Methods and results: We searched PubMed and EMBASE from database conception through October 2018 for English-language studies describing the epidemiology of CVC anomalies or their clinical or procedural implications in humans. Two independent reviewers screened 7093 records and identified 16 relevant studies. We found two major implications of CVC anomalies: 1) congenital inferior vena cava (CIVC) anomalies are associated with a 50-100-fold higher risk of deep venous thrombosis, particularly among younger patients, and 2) persistent left superior vena cava (PLSVC) is associated with a 2-3-fold higher risk of supraventricular arrhythmias. PLSVC also poses technical challenges to cardiovascular electronic device implantation, requiring alterations in surgical approach and lengthening procedure and X-ray exposure times. Due to the large disparity in reported prevalence rates of CIVC anomalies, we performed a meta-analysis of CIVC anomaly prevalence including 8 studies, which showed a weighted prevalence of 6.8% (95% CI, 4.5-9.2%).

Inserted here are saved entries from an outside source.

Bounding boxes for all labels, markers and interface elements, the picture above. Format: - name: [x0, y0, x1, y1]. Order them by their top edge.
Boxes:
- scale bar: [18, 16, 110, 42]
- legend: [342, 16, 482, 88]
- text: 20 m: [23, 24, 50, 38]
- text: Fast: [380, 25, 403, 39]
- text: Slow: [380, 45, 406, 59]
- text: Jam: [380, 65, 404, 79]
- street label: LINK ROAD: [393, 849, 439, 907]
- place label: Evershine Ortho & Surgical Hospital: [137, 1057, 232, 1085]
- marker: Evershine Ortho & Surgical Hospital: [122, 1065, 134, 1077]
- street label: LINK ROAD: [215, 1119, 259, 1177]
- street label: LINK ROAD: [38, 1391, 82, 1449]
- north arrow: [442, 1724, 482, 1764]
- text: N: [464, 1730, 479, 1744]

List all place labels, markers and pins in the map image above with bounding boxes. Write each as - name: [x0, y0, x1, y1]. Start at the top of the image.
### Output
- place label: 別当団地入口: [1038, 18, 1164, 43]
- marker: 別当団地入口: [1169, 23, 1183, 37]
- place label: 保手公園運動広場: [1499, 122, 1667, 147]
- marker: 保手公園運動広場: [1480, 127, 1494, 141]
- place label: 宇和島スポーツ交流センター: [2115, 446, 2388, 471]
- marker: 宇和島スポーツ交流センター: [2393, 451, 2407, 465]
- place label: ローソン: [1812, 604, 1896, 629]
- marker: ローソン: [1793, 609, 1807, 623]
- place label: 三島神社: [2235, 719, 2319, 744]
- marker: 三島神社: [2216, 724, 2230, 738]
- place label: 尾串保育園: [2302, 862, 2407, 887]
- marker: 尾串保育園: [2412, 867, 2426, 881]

Conclusion: These findings challenge the notion that CVC anomalies are rare and asymptomatic in adults. Rather, the literature indicates that CVC anomalies are not uncommon and have important clinical and procedural implications. To further understand the prevalence and implications of CVC anomalies, a robust US population-based study and nationwide registry is warranted in the current era of venous interventions.